Search the material for "butt" and copy each line in which it is found.

== Records to use ==

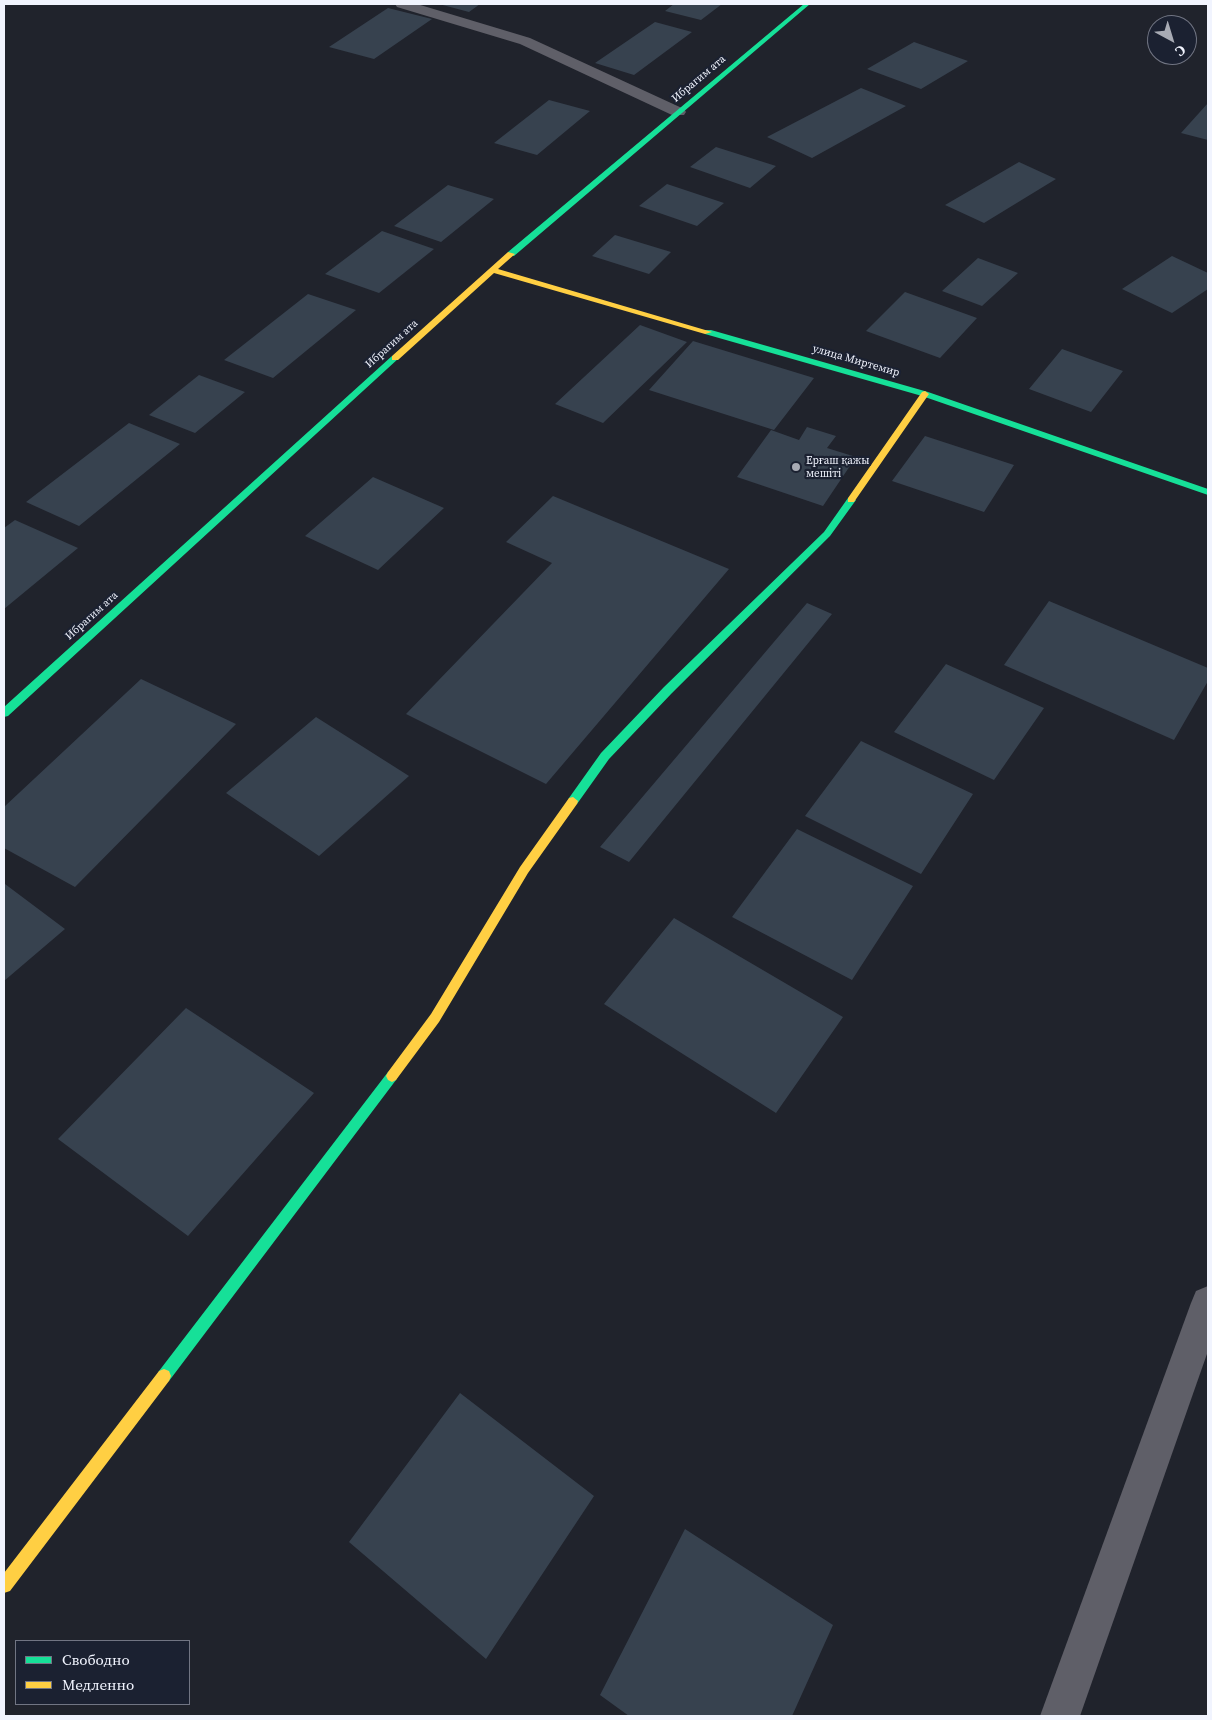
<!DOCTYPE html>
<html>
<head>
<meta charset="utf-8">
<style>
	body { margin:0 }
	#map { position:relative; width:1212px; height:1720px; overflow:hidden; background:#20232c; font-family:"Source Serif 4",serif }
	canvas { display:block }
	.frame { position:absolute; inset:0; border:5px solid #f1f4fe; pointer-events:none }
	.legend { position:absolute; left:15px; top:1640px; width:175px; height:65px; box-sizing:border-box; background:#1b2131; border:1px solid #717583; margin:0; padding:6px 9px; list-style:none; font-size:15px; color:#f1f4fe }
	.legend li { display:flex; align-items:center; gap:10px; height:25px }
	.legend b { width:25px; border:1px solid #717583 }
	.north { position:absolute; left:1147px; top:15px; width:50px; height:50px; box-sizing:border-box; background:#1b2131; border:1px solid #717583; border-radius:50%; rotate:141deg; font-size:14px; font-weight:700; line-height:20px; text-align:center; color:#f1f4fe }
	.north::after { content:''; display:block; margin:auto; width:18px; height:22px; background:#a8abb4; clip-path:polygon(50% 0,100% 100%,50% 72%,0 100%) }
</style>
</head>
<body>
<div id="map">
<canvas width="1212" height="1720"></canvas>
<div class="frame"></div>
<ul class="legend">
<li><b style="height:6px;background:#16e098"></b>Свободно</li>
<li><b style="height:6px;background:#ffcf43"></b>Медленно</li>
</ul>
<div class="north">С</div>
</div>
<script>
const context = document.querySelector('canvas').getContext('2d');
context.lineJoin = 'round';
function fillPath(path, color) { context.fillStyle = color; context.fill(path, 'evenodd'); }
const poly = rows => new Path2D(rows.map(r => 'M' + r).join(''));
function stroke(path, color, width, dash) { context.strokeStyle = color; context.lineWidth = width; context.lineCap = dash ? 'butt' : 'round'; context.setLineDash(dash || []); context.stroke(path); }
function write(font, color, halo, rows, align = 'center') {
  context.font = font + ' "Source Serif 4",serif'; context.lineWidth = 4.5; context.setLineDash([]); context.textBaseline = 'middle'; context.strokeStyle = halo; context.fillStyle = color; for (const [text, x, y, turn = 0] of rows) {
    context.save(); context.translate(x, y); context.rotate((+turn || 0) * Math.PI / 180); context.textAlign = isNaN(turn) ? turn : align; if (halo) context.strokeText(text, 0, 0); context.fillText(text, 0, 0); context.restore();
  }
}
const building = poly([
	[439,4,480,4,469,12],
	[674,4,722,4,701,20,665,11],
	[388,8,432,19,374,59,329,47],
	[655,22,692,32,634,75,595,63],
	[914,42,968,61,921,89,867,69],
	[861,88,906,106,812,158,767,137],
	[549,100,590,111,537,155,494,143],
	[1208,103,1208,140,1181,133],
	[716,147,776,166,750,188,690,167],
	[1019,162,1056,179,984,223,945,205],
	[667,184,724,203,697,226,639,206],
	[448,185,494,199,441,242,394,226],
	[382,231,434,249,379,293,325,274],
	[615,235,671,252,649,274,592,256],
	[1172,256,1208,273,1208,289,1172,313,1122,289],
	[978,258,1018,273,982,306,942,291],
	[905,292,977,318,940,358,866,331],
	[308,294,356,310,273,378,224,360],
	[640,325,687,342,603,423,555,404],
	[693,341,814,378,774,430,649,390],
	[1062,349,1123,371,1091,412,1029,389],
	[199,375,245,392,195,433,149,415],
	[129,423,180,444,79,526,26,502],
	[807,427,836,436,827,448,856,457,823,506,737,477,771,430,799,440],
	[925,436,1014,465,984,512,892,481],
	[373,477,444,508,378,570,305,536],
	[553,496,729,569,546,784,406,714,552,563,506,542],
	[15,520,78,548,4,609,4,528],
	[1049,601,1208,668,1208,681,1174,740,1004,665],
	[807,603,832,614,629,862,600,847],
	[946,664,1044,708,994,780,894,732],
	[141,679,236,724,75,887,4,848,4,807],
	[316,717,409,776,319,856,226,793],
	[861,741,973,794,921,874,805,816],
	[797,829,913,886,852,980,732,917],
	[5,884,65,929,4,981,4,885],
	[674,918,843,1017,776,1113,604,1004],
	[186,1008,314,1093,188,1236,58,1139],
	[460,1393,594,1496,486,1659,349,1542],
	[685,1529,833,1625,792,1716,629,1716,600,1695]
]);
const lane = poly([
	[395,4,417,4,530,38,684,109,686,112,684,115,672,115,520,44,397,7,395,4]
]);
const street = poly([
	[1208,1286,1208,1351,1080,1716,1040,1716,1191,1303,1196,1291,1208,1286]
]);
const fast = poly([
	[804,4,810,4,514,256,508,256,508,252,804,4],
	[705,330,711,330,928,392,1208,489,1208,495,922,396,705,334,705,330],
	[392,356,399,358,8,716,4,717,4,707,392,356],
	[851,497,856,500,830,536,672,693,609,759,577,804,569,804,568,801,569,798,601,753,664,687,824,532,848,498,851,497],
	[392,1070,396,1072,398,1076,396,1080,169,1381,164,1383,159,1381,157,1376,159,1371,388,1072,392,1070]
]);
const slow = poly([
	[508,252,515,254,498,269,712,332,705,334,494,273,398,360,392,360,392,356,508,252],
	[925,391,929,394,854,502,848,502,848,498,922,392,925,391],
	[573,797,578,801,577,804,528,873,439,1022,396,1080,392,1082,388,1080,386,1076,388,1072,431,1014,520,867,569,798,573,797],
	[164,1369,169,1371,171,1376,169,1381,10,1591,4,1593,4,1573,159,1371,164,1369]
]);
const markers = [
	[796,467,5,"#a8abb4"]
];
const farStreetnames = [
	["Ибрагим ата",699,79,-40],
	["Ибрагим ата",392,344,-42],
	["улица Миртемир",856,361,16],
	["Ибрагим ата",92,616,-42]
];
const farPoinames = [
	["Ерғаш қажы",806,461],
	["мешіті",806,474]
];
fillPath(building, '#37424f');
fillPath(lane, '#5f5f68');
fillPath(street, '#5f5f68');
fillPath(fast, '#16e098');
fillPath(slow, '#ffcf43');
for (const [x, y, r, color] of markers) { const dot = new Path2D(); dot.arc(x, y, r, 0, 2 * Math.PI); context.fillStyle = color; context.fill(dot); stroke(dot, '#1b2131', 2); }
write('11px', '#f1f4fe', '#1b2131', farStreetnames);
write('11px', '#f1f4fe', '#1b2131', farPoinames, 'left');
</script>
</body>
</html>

===
== Records to use ==

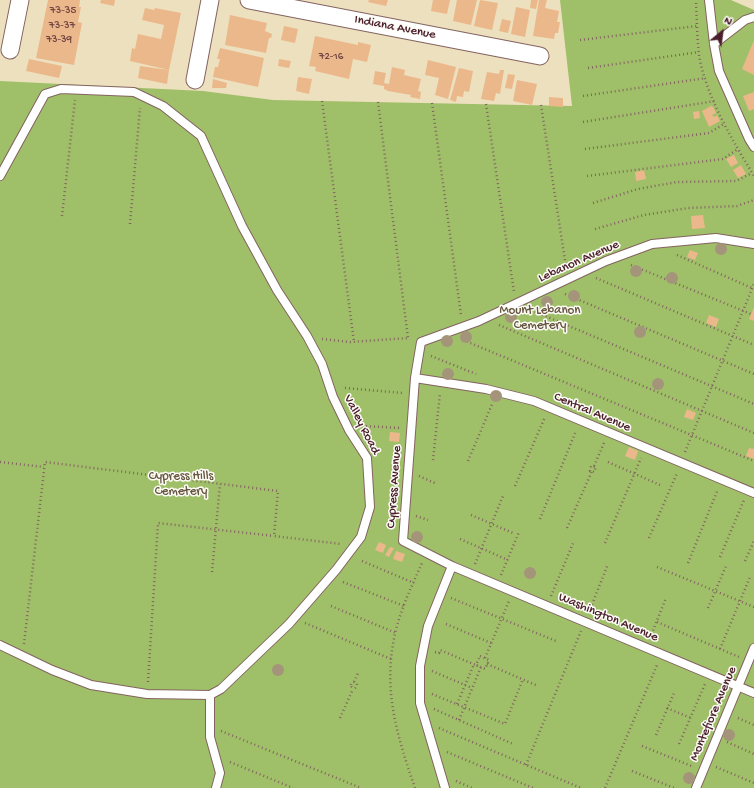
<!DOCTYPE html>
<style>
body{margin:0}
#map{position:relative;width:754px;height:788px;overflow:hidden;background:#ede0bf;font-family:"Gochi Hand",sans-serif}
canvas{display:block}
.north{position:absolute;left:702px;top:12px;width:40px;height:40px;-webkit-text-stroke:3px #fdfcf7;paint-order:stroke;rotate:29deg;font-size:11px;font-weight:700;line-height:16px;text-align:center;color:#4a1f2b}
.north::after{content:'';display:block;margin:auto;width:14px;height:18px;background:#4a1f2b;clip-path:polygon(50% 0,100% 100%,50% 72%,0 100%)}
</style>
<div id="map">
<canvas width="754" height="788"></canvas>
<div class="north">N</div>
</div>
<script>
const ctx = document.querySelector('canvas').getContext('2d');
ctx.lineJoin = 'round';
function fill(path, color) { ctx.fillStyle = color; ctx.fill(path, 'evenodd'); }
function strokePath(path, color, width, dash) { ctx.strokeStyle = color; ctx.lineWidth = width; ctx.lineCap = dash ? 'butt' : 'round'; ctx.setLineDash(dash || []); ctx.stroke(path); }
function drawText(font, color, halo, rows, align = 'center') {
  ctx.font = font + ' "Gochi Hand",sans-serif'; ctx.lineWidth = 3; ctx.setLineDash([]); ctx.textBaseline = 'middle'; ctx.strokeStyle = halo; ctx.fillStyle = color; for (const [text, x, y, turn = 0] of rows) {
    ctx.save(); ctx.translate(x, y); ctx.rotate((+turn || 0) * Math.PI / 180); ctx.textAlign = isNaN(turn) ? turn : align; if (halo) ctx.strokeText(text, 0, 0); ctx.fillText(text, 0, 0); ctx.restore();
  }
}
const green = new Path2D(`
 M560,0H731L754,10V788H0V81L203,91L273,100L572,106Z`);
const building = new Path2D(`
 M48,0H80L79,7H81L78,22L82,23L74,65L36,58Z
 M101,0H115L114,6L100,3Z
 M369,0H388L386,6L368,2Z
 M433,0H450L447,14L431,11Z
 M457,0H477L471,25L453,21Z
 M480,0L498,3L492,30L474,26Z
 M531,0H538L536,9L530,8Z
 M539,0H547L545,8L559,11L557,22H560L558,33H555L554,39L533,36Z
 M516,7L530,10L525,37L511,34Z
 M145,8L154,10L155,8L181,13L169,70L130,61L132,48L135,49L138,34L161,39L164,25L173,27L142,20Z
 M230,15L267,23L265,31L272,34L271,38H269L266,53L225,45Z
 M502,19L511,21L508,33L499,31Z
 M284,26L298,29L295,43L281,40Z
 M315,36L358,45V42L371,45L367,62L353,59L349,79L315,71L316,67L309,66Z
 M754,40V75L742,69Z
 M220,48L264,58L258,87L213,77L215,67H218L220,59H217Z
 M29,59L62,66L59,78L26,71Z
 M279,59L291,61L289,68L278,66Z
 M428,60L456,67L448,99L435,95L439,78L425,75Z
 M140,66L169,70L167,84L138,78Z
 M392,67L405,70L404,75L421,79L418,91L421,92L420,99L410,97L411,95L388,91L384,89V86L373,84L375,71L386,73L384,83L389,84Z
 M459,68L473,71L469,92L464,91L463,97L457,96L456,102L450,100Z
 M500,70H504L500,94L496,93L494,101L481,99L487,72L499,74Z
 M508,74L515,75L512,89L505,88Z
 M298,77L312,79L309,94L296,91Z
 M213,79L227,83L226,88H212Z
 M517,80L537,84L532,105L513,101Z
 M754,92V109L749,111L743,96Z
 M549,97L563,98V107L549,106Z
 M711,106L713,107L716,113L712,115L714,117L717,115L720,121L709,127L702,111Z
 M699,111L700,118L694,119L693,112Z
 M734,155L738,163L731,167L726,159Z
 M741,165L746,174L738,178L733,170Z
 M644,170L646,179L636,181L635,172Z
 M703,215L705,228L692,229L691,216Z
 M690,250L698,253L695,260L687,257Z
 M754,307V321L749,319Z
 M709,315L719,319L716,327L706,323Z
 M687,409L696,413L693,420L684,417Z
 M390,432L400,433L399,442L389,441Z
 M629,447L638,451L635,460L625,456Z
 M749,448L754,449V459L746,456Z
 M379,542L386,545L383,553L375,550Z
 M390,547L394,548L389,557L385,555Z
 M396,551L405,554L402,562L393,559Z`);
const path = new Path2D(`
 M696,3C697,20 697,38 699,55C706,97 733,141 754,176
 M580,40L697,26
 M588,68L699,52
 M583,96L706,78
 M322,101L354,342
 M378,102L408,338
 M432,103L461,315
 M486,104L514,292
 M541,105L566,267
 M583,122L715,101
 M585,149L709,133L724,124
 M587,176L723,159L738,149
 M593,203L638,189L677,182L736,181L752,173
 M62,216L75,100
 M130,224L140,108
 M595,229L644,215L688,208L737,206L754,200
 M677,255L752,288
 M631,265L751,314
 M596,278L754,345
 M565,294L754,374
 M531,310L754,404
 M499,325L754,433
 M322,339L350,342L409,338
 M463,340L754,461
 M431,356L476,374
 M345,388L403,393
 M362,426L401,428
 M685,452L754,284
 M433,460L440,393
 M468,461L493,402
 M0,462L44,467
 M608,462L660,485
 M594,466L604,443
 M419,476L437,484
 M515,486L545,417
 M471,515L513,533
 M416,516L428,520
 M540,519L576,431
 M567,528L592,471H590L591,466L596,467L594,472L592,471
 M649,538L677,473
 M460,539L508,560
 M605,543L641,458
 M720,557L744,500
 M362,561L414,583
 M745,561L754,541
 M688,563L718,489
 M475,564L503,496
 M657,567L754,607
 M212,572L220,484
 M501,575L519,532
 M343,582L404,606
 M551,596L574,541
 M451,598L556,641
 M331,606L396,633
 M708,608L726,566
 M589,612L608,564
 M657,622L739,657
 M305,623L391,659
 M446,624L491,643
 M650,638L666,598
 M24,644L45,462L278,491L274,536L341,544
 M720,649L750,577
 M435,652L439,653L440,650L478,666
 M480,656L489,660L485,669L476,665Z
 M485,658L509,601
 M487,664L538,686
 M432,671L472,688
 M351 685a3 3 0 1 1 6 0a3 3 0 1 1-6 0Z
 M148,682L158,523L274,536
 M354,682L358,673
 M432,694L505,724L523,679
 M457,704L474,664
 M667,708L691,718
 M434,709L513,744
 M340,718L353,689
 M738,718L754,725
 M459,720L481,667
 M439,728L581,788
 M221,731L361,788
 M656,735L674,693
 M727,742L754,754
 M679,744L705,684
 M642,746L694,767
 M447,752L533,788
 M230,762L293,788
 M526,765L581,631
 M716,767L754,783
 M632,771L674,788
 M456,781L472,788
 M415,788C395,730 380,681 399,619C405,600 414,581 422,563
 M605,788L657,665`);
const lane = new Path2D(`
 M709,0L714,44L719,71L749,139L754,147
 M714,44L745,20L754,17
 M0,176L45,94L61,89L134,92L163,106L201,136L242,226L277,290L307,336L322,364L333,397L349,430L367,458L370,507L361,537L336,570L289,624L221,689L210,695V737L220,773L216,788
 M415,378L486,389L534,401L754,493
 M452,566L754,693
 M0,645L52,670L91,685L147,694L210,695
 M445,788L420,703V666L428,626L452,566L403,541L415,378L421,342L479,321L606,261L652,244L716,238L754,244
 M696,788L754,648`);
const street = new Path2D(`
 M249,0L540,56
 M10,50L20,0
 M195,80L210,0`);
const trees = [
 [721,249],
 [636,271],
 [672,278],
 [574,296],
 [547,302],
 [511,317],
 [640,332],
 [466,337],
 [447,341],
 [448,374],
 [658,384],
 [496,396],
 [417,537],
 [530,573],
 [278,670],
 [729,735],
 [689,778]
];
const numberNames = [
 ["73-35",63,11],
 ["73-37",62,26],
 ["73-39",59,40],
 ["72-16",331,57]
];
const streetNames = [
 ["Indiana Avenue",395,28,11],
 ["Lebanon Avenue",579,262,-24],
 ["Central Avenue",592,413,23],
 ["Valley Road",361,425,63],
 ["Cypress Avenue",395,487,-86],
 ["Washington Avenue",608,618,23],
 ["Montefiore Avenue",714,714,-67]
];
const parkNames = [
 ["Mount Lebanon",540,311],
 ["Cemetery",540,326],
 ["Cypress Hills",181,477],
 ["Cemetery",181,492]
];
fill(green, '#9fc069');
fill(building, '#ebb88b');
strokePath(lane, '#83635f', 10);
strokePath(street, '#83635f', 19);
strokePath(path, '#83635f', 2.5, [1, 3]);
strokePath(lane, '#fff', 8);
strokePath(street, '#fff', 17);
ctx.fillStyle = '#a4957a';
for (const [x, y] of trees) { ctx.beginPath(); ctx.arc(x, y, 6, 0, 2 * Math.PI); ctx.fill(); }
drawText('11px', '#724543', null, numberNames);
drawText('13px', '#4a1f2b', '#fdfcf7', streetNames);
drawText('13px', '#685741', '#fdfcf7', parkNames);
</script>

===

Answer box:
function stroke(path, color, width, dash) { context.strokeStyle = color; context.lineWidth = width; context.lineCap = dash ? 'butt' : 'round'; context.setLineDash(dash || []); context.stroke(path); }
function strokePath(path, color, width, dash) { ctx.strokeStyle = color; ctx.lineWidth = width; ctx.lineCap = dash ? 'butt' : 'round'; ctx.setLineDash(dash || []); ctx.stroke(path); }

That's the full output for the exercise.